İhraç sonrası Şen için yeni bir süreç başlamış. Bunun nedenini şöyle anlatıyor: “Bu süreci biraz tek başıma yaşamak istedim. Dayanışmalardan biraz uzak kaldım. Bunun nedeni dayanışmalara güvenmemek değil, uzaktan izleyerek gıptayla baktım. Tek başına yaşamak biraz daha kolay gibi geldi. Bu yüzden çok fazla ortalıkta görünmedim. Yaşadığımız şey aslında bir yastı. Ben de bu yası tek başıma yaşamak istedim. Yasımı tuttuktan sonra yavaş yavaş sosyalleşmeye başladım.”
'NE İŞ YAPIYORSUN SORUSUNA HİÇBİR ZAMAN DOĞRU YANIT VERMEDİM'
Şen, bisikletiyle birçok yer gezerek, kamp kurdu, hiç tanımadığı insanlarla tanıştı. Gittiği yerlerde farklı deneyimler yaşayan Şen, yeni tanıştığı hemen hemen herkesten aynı soruyu duydu: Ne iş yapıyorsun? Şen bu soruya hiçbir zaman doğru yanıtı vermediğini söylüyor: “İlk başlarda günlük 10 lira harcama limiti belirledim kendime. Tek başıma kamp kurduğumda köylüler geliyordu yanıma. Yiyecek getiriyorlardı. 6 ay böyle yaşadım. Sonra bisikletle Karadeniz'i gezdim. Buralarda da çok değişik insanlarla tanıştım. Ne iş yaptığımı soran herkese farklı yanıtlar verdim. İhraç olduğumu söylemedim. Genelde çevirmenlik yaptığımı söyledim. İtibar görmek istediğim zaman 'Hukuk danışmanıyım, editörüm' diyordum. 'Karaköy'de dükkanım var' gibi cevaplar veriyordum. İkinci soru gelseydi yalanım ortaya çıkacaktı ama hiçbir zaman karşılaşmadım.”
PASAPORT TAHDİTİNİN KALDIRILDIĞINI DUYUNCA...

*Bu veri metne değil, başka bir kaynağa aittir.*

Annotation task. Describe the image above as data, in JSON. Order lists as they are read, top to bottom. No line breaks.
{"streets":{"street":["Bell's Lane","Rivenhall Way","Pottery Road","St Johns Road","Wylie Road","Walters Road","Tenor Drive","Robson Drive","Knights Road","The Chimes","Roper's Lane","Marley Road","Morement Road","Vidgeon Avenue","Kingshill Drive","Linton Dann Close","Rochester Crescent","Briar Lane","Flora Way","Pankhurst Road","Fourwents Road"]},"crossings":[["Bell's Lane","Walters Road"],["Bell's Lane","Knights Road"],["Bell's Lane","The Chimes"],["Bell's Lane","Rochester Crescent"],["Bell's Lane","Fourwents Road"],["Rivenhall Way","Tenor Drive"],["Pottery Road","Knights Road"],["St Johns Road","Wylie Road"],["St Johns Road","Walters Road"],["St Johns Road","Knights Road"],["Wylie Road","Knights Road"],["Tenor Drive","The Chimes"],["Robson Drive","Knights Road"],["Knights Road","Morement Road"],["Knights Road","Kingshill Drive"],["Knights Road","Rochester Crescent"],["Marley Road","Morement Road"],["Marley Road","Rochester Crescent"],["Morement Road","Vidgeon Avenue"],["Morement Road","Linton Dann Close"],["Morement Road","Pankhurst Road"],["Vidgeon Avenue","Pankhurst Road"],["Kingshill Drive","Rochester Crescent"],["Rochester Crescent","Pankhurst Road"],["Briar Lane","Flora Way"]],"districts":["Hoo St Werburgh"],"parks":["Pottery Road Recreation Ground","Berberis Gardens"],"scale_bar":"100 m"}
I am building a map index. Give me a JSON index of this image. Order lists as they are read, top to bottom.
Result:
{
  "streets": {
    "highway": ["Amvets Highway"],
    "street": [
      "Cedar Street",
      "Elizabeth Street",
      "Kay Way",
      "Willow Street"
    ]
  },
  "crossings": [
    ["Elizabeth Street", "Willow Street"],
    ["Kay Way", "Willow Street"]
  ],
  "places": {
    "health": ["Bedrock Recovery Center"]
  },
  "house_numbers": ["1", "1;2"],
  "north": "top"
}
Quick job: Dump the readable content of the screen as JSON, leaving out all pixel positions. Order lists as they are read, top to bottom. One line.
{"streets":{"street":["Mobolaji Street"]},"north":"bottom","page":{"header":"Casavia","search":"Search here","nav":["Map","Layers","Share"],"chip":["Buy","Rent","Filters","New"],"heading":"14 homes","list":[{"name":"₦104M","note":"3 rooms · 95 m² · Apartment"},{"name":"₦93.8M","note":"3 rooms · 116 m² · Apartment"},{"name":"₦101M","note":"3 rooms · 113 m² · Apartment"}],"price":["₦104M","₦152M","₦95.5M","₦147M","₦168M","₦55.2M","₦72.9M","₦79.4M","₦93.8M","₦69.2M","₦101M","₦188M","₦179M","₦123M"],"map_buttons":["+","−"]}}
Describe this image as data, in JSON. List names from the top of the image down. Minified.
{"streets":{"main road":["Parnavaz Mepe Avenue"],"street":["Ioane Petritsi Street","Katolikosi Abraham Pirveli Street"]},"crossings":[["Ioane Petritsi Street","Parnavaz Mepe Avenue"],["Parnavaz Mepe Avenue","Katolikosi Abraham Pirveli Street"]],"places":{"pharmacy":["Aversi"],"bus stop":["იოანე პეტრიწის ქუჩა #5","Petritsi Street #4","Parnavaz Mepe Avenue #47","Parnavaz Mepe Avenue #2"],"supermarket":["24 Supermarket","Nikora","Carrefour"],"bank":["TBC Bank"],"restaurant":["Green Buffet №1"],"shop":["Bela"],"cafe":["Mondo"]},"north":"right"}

Şen, gittiği yerlerde yeni maceralarla da karşılaştığını söylüyor. OHAL zamanı pasaport tahditlerinin kaldırılmış olabileceğine dair bir haber okuyan Şen, bu haberi aldıktan sonra yaptıklarını şöyle anlatıyor: “Haberi okuyunca bisikletimi otobüse atıp Gürcistan sınırına gittim. Haber diyorum ama haber mi dedikodu mu belli değil. Zaten yeni Türkiye’deki OHAL’de herkes yetkili ama kimse sorumlu değil. Nereye sorsak doğru düzgün bilgi alamıyoruz. Ben de en iyisi bizzat deneyeyim dedim. Gürcistan Batum'da biraz bisiklet sürüp geri dönecektim. Kapıdaki polisler önce iyi davrandılar. Sonra 'yurtdışı yasağınız var' diyerek beni tuttular. Ben de tahditlerin kaldırıldığı yönünde haber okuduğumu, şansımı denemek istediğimi söyledim. İki saat orada tutuldum. O sırada, her iki taraftan farklı nedenlerle insanların gözaltına alındığını, sorgulandığını gözlemledim. Sınırlarda insan hakları ihlallerinin ne kadar fazla yaşanabileceğini hatırladım. Sonra bisikletime atladım, Hopa'dan Samsun’a kadar bisikletle gittim. Ordu'da bir ilçede yeni tanıştığım biri beni pavyona götürmek istemişti. Gecelik 250 lira kalınacak otelde 50 liraya kaldım. Bu tür olayları akademisyenken yaşama olasılığı düşük. Çünkü akademisyenlik biraz içine kapanmayı gerektirir.”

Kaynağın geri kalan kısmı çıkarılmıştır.